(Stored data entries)
┌────────
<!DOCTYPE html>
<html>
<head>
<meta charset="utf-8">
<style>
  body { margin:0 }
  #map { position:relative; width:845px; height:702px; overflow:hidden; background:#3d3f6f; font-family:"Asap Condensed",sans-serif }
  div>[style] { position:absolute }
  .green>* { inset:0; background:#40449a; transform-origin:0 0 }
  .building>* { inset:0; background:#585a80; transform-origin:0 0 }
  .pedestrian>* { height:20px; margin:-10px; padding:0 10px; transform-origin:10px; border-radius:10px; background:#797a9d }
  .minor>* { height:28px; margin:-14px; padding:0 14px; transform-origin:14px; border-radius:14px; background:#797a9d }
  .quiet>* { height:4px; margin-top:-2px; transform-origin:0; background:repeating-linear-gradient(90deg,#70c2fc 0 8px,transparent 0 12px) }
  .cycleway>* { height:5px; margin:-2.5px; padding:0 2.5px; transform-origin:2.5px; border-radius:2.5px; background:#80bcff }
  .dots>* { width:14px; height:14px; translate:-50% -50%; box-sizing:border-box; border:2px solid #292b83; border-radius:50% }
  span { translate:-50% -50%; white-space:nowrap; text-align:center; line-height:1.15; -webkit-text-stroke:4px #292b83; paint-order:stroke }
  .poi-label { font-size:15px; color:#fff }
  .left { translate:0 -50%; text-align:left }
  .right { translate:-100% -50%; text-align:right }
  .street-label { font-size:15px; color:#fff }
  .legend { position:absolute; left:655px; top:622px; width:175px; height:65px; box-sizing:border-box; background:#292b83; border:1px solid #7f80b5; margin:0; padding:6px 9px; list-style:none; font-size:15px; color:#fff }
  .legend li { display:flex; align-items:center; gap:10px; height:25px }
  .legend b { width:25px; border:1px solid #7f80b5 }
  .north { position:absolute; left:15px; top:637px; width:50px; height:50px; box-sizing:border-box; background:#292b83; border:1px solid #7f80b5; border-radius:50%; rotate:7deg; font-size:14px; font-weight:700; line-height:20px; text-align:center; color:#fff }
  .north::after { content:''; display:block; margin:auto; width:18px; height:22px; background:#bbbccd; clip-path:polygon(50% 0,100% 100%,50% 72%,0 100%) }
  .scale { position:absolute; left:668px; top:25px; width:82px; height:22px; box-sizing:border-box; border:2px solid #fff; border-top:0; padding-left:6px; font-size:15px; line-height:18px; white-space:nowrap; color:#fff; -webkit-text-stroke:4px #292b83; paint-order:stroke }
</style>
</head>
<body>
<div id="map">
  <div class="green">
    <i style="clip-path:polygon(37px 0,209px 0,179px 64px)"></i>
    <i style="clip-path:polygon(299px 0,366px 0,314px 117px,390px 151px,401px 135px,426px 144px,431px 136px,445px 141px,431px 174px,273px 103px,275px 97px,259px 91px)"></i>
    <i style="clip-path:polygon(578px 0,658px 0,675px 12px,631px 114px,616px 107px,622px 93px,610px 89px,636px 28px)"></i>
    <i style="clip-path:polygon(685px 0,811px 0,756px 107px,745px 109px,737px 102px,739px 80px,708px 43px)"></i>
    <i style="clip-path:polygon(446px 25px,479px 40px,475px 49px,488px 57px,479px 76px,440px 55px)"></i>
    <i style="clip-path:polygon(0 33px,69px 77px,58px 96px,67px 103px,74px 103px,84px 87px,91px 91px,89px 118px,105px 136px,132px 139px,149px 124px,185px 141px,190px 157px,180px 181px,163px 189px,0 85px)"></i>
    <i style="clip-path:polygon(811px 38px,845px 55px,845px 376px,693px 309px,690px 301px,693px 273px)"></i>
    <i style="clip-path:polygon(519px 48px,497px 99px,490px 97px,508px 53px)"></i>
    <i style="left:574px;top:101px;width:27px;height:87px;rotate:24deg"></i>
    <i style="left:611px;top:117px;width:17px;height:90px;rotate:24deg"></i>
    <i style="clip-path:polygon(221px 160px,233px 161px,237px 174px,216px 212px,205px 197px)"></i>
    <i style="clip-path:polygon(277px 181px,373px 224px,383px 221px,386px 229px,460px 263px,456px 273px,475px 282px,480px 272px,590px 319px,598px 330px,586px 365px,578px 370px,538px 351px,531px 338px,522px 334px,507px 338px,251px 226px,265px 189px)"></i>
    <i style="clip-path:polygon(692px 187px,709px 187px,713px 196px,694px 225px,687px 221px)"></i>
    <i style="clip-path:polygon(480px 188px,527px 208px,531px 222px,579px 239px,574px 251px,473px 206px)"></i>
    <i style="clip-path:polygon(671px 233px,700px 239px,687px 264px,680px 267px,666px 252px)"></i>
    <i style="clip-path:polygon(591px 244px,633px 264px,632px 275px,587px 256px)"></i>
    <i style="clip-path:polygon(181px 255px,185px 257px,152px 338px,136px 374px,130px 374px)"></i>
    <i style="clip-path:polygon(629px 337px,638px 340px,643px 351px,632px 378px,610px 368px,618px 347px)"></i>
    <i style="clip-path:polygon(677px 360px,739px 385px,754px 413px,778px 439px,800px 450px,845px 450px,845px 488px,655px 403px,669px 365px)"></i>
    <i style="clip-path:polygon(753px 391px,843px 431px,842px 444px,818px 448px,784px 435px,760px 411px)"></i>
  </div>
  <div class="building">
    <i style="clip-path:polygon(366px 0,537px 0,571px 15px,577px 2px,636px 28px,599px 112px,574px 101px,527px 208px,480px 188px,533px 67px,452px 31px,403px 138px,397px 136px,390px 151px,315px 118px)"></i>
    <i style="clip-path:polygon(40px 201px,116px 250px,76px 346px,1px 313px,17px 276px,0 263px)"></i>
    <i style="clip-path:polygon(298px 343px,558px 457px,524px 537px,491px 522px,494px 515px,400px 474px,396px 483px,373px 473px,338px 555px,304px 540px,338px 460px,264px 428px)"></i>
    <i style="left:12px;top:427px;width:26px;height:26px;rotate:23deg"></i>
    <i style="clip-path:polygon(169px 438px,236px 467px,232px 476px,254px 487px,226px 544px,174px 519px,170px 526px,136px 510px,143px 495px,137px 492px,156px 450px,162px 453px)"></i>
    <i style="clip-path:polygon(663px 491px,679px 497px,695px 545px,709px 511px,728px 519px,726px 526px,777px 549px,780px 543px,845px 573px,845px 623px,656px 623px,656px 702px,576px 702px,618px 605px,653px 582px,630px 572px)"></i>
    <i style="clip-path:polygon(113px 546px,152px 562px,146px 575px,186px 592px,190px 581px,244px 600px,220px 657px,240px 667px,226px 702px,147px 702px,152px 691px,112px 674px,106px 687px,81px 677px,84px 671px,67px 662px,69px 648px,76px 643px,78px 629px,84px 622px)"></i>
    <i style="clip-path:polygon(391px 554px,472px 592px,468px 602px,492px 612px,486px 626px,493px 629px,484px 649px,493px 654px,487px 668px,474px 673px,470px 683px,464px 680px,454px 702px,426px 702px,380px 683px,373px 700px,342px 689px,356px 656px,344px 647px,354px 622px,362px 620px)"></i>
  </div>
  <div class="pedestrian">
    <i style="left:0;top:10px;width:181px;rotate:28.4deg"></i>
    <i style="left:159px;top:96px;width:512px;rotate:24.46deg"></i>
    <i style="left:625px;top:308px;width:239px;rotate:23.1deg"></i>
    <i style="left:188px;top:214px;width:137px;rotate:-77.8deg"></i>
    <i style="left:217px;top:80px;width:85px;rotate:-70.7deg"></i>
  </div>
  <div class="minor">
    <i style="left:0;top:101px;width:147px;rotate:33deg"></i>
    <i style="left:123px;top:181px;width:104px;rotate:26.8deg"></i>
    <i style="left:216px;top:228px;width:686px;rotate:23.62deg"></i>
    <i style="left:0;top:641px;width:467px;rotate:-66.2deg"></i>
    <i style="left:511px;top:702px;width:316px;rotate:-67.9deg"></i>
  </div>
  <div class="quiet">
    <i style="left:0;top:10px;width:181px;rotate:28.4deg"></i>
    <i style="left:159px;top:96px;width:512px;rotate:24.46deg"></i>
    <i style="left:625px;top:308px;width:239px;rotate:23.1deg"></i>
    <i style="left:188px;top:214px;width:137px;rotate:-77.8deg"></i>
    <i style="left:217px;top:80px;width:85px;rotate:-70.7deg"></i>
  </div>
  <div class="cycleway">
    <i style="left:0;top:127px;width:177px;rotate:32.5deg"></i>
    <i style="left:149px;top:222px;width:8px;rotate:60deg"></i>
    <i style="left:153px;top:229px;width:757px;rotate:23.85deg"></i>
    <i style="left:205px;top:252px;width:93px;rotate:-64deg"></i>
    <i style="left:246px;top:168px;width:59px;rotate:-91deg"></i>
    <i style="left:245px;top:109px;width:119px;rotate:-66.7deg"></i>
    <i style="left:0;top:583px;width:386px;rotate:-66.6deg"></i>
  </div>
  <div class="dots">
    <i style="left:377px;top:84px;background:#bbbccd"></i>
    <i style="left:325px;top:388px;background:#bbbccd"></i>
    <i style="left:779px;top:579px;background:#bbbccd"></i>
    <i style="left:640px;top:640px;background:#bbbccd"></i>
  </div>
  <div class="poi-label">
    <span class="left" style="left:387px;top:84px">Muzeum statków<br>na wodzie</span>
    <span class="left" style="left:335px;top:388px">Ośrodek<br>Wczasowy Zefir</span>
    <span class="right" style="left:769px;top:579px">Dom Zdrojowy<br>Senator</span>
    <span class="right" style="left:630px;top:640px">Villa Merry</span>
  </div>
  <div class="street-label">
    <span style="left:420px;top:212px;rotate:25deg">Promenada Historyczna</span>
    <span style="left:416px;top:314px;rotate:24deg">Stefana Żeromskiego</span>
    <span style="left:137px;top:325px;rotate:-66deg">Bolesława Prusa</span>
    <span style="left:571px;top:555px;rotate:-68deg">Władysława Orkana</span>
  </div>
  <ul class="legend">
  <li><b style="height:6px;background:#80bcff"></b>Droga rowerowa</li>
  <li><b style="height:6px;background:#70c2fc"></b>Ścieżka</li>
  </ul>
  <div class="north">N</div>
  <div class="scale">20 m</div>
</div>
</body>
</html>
└────────
§ **EXERCISE REQUIREMENTS**:
Set the lines down exactly, from the first line of the records to the line where "position:absolute; left:15px; top:637px;" appears, with both ends kept.

§ **YOUR RESPONSE**:
<!DOCTYPE html>
<html>
<head>
<meta charset="utf-8">
<style>
  body { margin:0 }
  #map { position:relative; width:845px; height:702px; overflow:hidden; background:#3d3f6f; font-family:"Asap Condensed",sans-serif }
  div>[style] { position:absolute }
  .green>* { inset:0; background:#40449a; transform-origin:0 0 }
  .building>* { inset:0; background:#585a80; transform-origin:0 0 }
  .pedestrian>* { height:20px; margin:-10px; padding:0 10px; transform-origin:10px; border-radius:10px; background:#797a9d }
  .minor>* { height:28px; margin:-14px; padding:0 14px; transform-origin:14px; border-radius:14px; background:#797a9d }
  .quiet>* { height:4px; margin-top:-2px; transform-origin:0; background:repeating-linear-gradient(90deg,#70c2fc 0 8px,transparent 0 12px) }
  .cycleway>* { height:5px; margin:-2.5px; padding:0 2.5px; transform-origin:2.5px; border-radius:2.5px; background:#80bcff }
  .dots>* { width:14px; height:14px; translate:-50% -50%; box-sizing:border-box; border:2px solid #292b83; border-radius:50% }
  span { translate:-50% -50%; white-space:nowrap; text-align:center; line-height:1.15; -webkit-text-stroke:4px #292b83; paint-order:stroke }
  .poi-label { font-size:15px; color:#fff }
  .left { translate:0 -50%; text-align:left }
  .right { translate:-100% -50%; text-align:right }
  .street-label { font-size:15px; color:#fff }
  .legend { position:absolute; left:655px; top:622px; width:175px; height:65px; box-sizing:border-box; background:#292b83; border:1px solid #7f80b5; margin:0; padding:6px 9px; list-style:none; font-size:15px; color:#fff }
  .legend li { display:flex; align-items:center; gap:10px; height:25px }
  .legend b { width:25px; border:1px solid #7f80b5 }
  .north { position:absolute; left:15px; top:637px; width:50px; height:50px; box-sizing:border-box; background:#292b83; border:1px solid #7f80b5; border-radius:50%; rotate:7deg; font-size:14px; font-weight:700; line-height:20px; text-align:center; color:#fff }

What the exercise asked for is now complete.